Wicked After Midnight(15)
I barely heard Vale’s muttered, “Have fun in ze catacombs, arsehole.”
The horn sounded, and the horses took off amid the men’s whoops and hollers. I sat up before Vale could pry his way through the bushes, smoothing my bangs and licking my lips and hoping I looked less like a terrified girl and more like a sophisticated, exotic, and possibly dangerous lady on a mission gone awry.
“We keep meeting like zis.” He grinned and held out a hand, and I took it, well aware that the two gloves between us lessened the heat no more than grabbing a hot cast-iron skillet with a paper towel. I stood, but he didn’t let me loose. “I’m Vale Hildebrand, first son of Curse Hildebrand.” He paused as if waiting for a response. “Lord of ze infamous Brigands of Ruin. Nothing? Really?” Dark eyebrows swept up, and he rubbed the stubble on his chin. “Damn. You’re very hard to impress.”
In just a few moments, his hot Franchian accent had become my new normal. I could have listened to him talk all day—if I hadn’t been so hellbent on finding Cherie.
“I’m not from around here.
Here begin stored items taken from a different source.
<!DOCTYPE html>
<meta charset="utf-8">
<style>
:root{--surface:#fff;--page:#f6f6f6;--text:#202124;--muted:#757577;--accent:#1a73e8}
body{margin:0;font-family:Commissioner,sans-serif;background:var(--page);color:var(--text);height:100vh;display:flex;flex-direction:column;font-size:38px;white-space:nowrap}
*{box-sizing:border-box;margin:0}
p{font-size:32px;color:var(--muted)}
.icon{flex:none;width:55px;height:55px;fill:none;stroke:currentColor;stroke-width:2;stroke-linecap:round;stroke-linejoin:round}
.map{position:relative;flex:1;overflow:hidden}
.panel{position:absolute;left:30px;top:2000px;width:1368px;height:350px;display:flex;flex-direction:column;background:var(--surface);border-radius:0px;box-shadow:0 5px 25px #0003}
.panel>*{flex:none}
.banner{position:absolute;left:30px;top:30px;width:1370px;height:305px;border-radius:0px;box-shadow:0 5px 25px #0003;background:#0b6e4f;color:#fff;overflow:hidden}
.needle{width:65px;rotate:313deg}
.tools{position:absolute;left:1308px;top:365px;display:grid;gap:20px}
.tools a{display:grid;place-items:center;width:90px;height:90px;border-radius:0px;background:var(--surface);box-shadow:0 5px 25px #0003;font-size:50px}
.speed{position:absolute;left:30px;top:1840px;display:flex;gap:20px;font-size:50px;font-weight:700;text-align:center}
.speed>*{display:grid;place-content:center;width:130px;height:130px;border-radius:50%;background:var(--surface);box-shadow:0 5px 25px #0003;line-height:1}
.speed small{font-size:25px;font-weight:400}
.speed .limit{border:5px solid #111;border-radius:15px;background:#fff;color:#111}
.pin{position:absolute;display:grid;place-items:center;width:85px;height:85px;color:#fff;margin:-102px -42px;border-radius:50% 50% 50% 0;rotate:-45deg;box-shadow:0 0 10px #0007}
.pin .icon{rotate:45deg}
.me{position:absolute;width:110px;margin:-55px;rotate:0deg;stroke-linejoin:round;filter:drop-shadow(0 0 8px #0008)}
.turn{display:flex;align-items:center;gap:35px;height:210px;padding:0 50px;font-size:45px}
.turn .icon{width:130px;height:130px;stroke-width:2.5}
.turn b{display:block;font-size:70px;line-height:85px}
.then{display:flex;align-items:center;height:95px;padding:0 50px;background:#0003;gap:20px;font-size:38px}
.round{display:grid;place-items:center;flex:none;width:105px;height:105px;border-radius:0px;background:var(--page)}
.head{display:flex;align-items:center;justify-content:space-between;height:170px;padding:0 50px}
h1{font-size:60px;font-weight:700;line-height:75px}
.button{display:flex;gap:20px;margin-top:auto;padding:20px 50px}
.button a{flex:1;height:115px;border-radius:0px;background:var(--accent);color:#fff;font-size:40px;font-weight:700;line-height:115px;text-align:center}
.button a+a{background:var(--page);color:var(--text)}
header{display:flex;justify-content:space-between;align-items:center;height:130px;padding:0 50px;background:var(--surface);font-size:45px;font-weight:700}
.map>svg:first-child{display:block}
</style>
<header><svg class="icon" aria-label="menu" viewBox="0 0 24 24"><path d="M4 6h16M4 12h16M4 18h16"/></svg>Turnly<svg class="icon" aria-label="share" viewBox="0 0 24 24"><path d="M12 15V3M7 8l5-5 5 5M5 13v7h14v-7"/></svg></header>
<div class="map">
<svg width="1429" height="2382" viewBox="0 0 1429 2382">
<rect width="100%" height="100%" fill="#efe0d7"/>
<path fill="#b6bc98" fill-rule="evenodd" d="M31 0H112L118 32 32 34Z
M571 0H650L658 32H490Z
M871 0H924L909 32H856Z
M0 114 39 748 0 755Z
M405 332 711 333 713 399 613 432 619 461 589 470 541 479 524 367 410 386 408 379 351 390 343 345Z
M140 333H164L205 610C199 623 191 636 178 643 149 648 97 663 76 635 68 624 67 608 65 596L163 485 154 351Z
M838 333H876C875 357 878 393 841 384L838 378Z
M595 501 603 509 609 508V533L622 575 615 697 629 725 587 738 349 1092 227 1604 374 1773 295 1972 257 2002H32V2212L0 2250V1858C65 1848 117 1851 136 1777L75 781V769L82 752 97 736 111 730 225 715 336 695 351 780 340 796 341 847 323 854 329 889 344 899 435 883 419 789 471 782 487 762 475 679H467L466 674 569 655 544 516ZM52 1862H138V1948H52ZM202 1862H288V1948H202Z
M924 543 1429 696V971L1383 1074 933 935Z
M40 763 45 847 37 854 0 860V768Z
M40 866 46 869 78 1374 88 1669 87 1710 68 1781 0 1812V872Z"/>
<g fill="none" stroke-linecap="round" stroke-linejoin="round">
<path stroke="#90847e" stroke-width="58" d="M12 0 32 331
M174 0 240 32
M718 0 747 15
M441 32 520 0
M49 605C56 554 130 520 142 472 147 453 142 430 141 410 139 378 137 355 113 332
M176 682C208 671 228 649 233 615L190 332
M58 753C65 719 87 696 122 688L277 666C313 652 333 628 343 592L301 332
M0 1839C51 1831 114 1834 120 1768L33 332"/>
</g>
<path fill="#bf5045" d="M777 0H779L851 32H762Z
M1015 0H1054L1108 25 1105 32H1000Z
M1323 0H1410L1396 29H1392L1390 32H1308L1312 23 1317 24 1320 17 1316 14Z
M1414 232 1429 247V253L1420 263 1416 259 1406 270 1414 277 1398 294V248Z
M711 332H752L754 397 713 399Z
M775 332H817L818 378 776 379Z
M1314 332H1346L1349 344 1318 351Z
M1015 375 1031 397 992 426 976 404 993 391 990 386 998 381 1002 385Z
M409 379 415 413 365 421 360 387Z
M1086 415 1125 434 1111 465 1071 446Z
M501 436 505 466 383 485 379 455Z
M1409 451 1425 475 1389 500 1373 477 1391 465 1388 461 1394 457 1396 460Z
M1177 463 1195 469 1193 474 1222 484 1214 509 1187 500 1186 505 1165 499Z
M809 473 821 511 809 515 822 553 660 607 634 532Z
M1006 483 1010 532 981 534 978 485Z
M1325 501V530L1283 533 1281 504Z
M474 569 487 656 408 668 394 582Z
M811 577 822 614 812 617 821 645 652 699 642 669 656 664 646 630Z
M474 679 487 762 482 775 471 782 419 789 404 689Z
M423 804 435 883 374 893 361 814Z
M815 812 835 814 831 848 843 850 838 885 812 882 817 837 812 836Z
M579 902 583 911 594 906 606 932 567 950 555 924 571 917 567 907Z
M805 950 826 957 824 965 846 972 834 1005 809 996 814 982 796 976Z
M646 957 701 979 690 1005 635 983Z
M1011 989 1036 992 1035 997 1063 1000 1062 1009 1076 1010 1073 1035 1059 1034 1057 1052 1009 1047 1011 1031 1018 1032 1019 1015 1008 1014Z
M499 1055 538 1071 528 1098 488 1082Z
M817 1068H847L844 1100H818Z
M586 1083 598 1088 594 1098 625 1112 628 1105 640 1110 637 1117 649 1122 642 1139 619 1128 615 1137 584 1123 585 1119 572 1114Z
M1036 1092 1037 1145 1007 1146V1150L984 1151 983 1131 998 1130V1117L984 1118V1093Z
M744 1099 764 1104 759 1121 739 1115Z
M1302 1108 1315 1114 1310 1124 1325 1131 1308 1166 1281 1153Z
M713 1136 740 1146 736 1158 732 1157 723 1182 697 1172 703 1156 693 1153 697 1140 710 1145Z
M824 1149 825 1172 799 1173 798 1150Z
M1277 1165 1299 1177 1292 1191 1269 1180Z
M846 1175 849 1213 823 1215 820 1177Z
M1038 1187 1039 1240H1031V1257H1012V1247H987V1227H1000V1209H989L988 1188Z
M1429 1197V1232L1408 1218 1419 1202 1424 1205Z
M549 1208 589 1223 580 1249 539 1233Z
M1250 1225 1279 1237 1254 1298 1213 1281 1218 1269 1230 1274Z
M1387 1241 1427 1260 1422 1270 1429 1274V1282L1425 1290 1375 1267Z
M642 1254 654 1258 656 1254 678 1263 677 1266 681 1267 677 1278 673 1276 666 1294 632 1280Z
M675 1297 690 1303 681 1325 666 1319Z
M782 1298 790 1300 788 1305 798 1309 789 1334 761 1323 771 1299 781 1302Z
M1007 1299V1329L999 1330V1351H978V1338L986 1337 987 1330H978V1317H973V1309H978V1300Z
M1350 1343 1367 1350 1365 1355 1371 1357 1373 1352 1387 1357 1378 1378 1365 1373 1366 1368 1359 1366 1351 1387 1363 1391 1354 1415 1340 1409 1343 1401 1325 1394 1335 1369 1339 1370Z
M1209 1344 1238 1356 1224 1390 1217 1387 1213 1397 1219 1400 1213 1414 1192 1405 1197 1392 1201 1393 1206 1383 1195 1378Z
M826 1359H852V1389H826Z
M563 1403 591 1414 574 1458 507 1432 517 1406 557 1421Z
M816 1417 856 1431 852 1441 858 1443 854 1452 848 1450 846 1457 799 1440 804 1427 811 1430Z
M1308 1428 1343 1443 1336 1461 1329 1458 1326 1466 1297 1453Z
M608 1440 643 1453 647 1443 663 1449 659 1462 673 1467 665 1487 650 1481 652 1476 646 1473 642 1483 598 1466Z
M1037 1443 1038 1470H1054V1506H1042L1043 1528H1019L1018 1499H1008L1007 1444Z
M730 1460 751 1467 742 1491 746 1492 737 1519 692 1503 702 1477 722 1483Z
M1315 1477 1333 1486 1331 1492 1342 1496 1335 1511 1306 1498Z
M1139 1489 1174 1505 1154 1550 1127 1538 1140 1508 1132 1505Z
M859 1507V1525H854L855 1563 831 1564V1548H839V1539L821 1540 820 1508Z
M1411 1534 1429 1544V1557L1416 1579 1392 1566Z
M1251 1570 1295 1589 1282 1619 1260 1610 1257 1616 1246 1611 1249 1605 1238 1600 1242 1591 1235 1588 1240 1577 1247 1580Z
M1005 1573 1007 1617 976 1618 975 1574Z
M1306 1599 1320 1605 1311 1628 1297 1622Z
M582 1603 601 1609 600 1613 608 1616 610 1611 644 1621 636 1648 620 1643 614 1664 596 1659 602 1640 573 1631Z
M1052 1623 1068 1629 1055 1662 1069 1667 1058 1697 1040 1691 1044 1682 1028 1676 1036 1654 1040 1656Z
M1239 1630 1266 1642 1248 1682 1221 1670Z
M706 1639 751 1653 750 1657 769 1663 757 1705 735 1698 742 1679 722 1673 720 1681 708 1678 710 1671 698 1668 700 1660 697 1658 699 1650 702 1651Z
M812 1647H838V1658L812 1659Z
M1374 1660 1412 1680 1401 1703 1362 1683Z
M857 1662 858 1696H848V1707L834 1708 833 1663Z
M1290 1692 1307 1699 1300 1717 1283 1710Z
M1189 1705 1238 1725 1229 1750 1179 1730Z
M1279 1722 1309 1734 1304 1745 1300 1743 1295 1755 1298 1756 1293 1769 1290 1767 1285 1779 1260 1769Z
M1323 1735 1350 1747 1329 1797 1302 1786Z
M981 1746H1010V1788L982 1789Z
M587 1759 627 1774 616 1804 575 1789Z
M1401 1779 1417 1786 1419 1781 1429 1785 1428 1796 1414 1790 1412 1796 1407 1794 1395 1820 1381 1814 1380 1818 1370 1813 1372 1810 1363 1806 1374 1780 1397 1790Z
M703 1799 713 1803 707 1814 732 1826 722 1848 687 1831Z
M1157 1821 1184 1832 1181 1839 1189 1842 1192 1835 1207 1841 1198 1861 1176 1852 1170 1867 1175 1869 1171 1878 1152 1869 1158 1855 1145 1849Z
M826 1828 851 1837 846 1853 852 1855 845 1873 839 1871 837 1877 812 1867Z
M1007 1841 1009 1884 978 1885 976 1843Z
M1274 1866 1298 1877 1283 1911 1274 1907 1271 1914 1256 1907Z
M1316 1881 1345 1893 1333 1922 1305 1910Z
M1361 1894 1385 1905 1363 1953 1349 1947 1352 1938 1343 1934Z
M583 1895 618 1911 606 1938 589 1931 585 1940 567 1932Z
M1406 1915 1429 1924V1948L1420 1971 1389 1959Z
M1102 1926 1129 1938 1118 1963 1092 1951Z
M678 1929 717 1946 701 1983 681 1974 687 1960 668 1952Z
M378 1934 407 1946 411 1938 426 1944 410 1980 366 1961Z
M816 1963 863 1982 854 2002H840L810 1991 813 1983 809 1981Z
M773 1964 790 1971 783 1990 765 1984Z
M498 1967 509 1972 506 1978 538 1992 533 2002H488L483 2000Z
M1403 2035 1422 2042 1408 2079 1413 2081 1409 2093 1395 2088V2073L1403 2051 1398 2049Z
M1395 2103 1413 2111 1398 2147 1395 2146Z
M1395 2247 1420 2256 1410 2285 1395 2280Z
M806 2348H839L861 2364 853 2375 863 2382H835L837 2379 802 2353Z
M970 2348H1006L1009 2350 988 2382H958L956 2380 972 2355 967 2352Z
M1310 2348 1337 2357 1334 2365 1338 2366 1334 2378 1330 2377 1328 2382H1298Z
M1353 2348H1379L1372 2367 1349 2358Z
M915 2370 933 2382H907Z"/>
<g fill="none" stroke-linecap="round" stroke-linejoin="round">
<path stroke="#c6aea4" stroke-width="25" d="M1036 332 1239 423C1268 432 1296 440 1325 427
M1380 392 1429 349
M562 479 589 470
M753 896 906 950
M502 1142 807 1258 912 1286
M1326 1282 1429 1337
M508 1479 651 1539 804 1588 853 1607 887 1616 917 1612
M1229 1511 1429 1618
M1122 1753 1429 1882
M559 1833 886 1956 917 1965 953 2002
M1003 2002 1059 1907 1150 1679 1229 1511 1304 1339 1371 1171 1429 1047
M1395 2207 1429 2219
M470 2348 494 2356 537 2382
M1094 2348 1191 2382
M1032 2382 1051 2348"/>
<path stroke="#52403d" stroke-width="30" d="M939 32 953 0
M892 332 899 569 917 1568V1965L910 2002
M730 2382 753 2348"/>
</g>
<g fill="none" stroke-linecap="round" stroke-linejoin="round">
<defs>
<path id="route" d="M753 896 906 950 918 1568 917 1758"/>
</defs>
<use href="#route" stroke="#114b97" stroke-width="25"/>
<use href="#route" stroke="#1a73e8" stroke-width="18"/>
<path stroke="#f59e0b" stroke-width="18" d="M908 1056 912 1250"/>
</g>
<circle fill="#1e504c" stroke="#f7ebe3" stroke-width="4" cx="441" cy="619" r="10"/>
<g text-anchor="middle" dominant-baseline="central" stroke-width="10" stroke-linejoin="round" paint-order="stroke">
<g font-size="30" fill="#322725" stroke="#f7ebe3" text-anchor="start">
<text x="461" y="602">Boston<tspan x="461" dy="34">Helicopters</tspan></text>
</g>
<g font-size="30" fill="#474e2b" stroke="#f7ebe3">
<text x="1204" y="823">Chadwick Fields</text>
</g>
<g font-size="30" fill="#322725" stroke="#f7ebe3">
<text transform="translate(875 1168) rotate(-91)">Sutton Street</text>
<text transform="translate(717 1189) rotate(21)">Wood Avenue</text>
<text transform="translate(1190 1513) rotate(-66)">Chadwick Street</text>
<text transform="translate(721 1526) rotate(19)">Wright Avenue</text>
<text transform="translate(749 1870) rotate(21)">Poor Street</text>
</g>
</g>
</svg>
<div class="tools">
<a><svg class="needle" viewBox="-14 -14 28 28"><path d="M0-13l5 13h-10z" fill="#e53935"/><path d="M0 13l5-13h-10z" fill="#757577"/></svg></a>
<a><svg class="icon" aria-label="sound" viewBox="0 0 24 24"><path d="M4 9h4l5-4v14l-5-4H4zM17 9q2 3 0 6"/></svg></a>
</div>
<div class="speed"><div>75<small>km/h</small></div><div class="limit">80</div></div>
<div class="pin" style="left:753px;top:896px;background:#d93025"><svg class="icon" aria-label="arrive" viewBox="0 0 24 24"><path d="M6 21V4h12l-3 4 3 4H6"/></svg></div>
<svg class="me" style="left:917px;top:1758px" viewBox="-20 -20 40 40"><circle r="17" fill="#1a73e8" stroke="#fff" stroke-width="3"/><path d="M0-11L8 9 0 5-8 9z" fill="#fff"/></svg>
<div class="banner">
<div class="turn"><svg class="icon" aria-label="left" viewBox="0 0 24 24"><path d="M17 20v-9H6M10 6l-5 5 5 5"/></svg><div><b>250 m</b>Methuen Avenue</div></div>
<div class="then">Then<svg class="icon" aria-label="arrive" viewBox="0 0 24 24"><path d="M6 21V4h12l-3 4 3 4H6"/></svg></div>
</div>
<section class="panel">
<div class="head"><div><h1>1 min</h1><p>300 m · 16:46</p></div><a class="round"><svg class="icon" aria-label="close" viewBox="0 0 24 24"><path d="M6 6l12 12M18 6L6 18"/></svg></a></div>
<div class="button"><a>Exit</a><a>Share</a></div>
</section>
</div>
Name’s Demi Ward.” Then, before he could derail me, “Have you seen another girl about my age and size but blond?”
“Unfortunately, you’re the only one today. Perhaps I should start setting snares.”
He released my hand, and I stood tall but not quite tall enough to look him in the eye.
“My best friend is gone. We were on the coach together—it was just us and another girl and her chaper-one and a gentleman. Headed to Paris.”
He put a hand on the small crossbow on his belt but refused to look away. “Who wore the pumpkin-colored dress?”
“The chaperone. An old nursemaid.”
Vale exhaled and jerked his head toward the smoking coach. “There is a blood-stained scrap of orange fabric caught on an arrow. Two men are dead and burned. I see no sign of your friend or the other girl.” His hand landed on the puffed shoulder of my gown, and I took a deep breath to meet it. “I’m sorry. We try to catch the slavers before they swoop in, but they’re fast.”
“Slavers?”
“We call them slavers, although we don’t honestly know what happens to their victims once they abscond to the catacombs under Paris. They mostly take young girls, although they’ll sometimes take an older woman or a young man. We believe they take girls off the streets, too. And from the cabarets. We try to track them, but . . .” He shook his head. “They simply disappear. Like smoke.”
I couldn’t breathe, and my back felt more boneless than usual. “Do you never find them? The girls?”
“Not once they’re underground.” His eyes went skittery, and I knew he was lying.
“What about my friend?”
He squeezed my shoulder and gave me the warm but useless smile someone might give a child at a funeral. “I know I’m a complete failure, but the rest of our band are sharp as hell and twice as fast, I promise you. There is still time.”
I nodded once and walked to his giant black-and-white-spotted bludmare where she stomped around a picket driven deep into the earth. She tossed her muzzle at me, and I shoved the metal cap away, sending bloody froth flying.
Vale blanched. “Please, Demi. You will want to—”
“Hang on to your waist really tightly? Yeah, I know. Let’s go.”
He allowed himself a smirk. “Look, bébé. I beg you. Just wait until the rest of the band returns. We’ll take you to our camp, and the women can feed you and help you wash up. We’re brigands, but we are honorable, and we can get you home safely in a wagon with far less bouncing and biting.” He winked. “Not that I would mind you bumping against me.”
“You’re wasting time, Vale.”
“And you waste your breath. Nice girls don’t ride into Paris bareback on a brigand’s hellbitch.”
With a snort, I stepped out of the mare’s reach, took a deep breath, and bent over backward into a C. From the backbend, I walked my hands between my feet, curling under until my forearms were on the ground beneath my skirt. Putting my boots on my own shoulders, I felt the frothy layers of the dress fall down around me, giving him a fine look at the slim-fitting trousers I favored for just such an occasion.
“I’m not that nice. And I’m not just a girl.” I grinned, showing fangs.
To his credit, he didn’t freak out. Just put his head to the side like a crow watching a jewel glint in the sun. For the first time, his tone went serious, quiet. “Now, that I did not expect. Tell me, Demi. What is it that you want?”
“Right now?” I did a front walkover and turned to face him with a swirl of skirts. “I want you to take me to Paris and help me find my best friend.”